Use of vision systems for car counting in general traffic and carparks is not unprecedented. For example, Ming-Yee Chiu et al, describe a system entitled “An Embedded Real-time Vision System for 24-hour Indoor/Outdoor”, in the Proceedings of the 17th International Conference on Pattern Recognition” (ICPR04), pp. 338-341. They deploy two camera-test pattern pairs each for one direction, each dedicated to counting cars and trucks in one direction of the two-way roadway. In such arrangement the camera is placed high up on one side of the road while its pairing test pattern sits low, close to the ground on the opposite side of the road. They use the blocking light-beam principle to trigger car counting in the far lane. The test pattern is an elaborate black-and-white radial LED. The test pattern and the far-side vehicle can be obscured by a nearside vehicle particularly if the ceiling height is insufficient, as is often the case in multi-story carparks. On the contrary, the present invention does not depend on viewing a test pattern nor is it hampered by the presence of obscuring near-side vehicles, to be expected in 2-way traffic, as each camera is concerned with counting the nearside vehicle and further tolerates vehicle transgression fully or partially into the wrong lane.

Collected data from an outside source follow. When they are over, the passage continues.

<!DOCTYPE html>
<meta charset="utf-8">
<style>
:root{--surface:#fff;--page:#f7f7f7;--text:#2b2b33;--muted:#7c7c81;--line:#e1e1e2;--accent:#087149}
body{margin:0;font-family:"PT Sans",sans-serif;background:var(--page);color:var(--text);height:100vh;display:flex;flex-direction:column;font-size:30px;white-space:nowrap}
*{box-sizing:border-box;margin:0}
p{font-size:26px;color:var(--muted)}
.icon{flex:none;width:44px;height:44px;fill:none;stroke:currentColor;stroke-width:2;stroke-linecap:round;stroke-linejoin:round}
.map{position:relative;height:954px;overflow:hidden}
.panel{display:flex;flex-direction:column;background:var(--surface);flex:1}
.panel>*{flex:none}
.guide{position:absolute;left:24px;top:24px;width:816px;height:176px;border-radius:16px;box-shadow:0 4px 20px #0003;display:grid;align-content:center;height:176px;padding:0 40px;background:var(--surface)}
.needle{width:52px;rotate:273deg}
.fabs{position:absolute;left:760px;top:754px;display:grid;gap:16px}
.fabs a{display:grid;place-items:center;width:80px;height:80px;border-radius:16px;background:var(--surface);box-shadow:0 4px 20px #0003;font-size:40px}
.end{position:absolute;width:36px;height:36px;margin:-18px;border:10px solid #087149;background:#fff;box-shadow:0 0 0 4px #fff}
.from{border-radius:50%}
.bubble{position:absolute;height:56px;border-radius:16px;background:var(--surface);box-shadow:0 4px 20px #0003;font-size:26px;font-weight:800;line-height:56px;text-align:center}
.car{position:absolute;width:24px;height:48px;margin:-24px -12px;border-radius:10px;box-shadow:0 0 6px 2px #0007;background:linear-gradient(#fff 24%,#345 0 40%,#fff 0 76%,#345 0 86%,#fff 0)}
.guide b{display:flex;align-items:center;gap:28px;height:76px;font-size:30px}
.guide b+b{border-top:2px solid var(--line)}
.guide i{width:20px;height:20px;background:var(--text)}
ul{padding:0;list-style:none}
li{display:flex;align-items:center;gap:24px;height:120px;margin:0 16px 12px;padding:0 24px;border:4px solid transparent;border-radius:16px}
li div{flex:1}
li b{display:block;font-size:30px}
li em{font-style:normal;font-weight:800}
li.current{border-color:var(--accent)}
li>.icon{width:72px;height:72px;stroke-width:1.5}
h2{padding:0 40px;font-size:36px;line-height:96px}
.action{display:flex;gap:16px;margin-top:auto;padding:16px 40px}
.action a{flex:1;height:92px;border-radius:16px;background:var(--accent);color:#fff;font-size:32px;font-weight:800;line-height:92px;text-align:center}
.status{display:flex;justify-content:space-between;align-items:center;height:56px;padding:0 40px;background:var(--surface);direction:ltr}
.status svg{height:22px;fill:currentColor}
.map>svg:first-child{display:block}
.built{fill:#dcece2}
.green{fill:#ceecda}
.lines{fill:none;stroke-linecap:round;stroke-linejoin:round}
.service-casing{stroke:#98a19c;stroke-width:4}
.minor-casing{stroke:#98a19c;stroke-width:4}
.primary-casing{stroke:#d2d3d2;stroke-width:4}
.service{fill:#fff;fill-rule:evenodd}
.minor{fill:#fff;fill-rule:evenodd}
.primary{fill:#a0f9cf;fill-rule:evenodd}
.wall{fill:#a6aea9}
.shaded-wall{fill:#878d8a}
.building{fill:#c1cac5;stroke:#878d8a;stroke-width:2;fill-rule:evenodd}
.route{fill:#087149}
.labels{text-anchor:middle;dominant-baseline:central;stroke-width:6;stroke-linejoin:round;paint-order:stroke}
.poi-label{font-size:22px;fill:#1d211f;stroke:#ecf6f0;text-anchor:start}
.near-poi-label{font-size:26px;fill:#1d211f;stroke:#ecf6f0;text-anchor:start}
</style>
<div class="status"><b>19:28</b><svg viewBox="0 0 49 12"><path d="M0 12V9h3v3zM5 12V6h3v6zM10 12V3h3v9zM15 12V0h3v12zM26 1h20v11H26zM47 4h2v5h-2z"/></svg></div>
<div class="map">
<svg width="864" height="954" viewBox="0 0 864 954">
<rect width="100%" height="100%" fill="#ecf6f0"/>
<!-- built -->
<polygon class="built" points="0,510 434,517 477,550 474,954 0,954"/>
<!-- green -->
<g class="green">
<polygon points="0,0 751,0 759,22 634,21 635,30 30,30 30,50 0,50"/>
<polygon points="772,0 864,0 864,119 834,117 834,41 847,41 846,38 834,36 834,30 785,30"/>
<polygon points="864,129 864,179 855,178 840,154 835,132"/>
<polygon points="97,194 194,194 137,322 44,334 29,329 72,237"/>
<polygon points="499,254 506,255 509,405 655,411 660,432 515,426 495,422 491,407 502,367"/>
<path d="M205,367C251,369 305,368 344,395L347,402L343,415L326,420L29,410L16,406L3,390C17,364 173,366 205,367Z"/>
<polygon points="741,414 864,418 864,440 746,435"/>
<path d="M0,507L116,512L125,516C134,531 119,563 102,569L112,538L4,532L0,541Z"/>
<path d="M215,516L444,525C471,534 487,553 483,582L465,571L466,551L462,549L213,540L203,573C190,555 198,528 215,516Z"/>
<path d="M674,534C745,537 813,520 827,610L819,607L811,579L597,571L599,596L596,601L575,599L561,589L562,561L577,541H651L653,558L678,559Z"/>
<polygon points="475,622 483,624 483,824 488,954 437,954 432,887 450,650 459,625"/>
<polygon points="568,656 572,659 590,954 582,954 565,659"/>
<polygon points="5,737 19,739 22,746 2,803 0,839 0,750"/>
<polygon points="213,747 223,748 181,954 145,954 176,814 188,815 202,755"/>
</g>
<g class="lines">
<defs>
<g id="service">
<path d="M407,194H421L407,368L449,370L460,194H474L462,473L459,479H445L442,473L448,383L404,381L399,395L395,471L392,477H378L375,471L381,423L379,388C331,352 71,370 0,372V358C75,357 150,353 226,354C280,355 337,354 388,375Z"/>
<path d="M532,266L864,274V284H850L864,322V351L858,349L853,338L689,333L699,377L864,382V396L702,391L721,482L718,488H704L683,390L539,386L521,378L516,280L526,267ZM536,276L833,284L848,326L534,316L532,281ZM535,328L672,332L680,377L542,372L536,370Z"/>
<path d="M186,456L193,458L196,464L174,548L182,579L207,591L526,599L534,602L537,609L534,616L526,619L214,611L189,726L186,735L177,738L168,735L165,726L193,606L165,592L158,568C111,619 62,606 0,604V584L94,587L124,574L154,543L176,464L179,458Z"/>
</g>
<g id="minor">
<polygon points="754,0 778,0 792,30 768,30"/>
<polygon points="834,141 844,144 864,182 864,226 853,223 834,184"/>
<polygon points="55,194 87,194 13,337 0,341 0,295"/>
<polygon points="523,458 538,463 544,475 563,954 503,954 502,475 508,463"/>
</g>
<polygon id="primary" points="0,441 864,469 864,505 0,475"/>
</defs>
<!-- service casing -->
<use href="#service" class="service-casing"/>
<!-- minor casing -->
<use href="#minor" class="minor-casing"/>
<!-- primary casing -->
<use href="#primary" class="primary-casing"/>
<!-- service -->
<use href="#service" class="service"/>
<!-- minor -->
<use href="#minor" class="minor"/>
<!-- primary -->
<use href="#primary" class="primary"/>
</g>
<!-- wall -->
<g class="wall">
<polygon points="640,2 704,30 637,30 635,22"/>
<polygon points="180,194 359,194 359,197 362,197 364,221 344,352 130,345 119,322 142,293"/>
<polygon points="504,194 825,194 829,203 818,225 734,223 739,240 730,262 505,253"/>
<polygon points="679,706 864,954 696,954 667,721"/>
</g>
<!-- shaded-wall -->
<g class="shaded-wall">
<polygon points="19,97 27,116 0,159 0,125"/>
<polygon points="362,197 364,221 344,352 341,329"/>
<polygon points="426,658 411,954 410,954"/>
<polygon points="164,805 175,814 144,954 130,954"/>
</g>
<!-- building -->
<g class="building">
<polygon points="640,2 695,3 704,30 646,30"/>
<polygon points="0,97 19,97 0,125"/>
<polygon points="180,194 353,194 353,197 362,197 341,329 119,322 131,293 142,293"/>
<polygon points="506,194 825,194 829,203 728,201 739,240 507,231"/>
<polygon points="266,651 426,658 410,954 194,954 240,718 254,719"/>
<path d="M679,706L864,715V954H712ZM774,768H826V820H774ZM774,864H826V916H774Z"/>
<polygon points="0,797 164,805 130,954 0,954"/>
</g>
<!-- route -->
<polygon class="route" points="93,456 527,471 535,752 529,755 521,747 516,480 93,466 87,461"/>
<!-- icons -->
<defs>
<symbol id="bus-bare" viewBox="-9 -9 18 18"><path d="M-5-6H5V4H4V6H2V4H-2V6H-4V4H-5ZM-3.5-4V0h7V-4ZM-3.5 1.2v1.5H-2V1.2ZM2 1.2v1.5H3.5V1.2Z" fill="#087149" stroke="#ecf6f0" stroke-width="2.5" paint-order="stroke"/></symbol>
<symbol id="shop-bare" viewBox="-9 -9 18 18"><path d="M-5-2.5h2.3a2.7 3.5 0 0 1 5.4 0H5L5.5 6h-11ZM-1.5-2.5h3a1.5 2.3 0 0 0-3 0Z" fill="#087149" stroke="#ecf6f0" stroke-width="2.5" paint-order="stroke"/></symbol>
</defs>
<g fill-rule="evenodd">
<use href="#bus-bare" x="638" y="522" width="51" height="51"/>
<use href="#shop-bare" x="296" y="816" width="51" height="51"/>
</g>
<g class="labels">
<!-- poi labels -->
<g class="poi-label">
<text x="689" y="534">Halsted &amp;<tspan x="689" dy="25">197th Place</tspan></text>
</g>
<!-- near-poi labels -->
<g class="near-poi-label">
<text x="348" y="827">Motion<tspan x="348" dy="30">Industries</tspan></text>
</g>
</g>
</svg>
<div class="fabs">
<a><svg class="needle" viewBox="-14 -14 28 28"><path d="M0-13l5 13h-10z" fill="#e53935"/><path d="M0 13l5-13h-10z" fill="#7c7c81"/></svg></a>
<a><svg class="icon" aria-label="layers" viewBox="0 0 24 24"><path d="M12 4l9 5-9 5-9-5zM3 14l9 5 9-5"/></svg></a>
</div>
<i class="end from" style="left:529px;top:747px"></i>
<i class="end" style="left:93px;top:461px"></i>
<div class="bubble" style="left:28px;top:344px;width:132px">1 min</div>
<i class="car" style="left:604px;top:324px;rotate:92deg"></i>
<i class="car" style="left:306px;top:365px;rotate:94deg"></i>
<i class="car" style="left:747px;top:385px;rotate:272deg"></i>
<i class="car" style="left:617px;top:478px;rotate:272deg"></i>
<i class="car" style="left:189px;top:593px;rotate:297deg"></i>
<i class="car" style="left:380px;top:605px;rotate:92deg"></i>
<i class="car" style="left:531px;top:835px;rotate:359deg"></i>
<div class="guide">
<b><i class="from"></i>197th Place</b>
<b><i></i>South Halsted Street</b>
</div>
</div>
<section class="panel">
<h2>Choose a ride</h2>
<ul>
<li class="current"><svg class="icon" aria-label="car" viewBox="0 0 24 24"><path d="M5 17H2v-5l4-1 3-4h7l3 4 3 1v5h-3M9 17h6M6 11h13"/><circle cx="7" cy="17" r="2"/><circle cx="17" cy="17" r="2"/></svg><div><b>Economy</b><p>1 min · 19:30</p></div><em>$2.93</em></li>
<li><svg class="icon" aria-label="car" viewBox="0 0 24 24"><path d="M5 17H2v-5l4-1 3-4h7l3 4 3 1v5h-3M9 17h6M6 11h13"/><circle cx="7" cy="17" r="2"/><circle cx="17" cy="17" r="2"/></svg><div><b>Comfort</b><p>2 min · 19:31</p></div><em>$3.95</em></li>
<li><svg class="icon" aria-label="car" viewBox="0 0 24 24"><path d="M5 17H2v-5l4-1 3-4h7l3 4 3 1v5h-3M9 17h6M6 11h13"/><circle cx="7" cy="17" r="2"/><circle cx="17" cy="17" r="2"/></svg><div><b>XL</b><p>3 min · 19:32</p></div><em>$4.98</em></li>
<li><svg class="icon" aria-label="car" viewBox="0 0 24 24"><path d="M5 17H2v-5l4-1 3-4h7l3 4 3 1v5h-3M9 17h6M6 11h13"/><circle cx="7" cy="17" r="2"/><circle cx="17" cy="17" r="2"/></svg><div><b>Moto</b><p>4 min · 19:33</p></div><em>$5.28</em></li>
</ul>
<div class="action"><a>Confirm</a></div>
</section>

The system relies only on grayscale imagery and does not exploit color. From an image processing view point, the methodology of the present invention makes the following contributions:                1) It introduces a novel pixel-based adaptive background model that always yields a prevailing background, a necessity in the processing sequence of the present invention. As a result, the background model in essence remains unimodal, while supporting two contending distributions at all time. This is markedly different from a bimodal model in whose case much like any multimodal background model all modes co-exist at all time.        2) The above is accompanied by a novel pixel updating scheme.        3) A pixel classification scheme that rests on an adaptive intensity threshold is introduced for assigning the respective pixel coordinate into background or foreground.        4) It resolves the critical step of image segmentation i.e. isolating the passing vehicles—or in general objects—from the background and each other in the spatiotemporal space only in the directions of concern and only to the extent necessary, as opposed to pursing it in a full-fledged manner in the spatial space or spatiotemporal space, yet without resort to any blocking beam scheme including use of test patterns to mark separation of the passing objects; in effect it circumvents the difficult problem of segmenting of objects that may appear to be touching or overlapping;        5) It views the scene through a slit-like monitor zone—i.e. a fraction of the entire image—and consequently reduces the computational load significantly;        6) It does not impose any additional constrain to ambient lighting of multi-story carparks including coping exposure to sunlight;        7) It introduces two novel cast shadow/highlight detectors;        8) It introduces a multitude of motion detection and speed estimation schemes.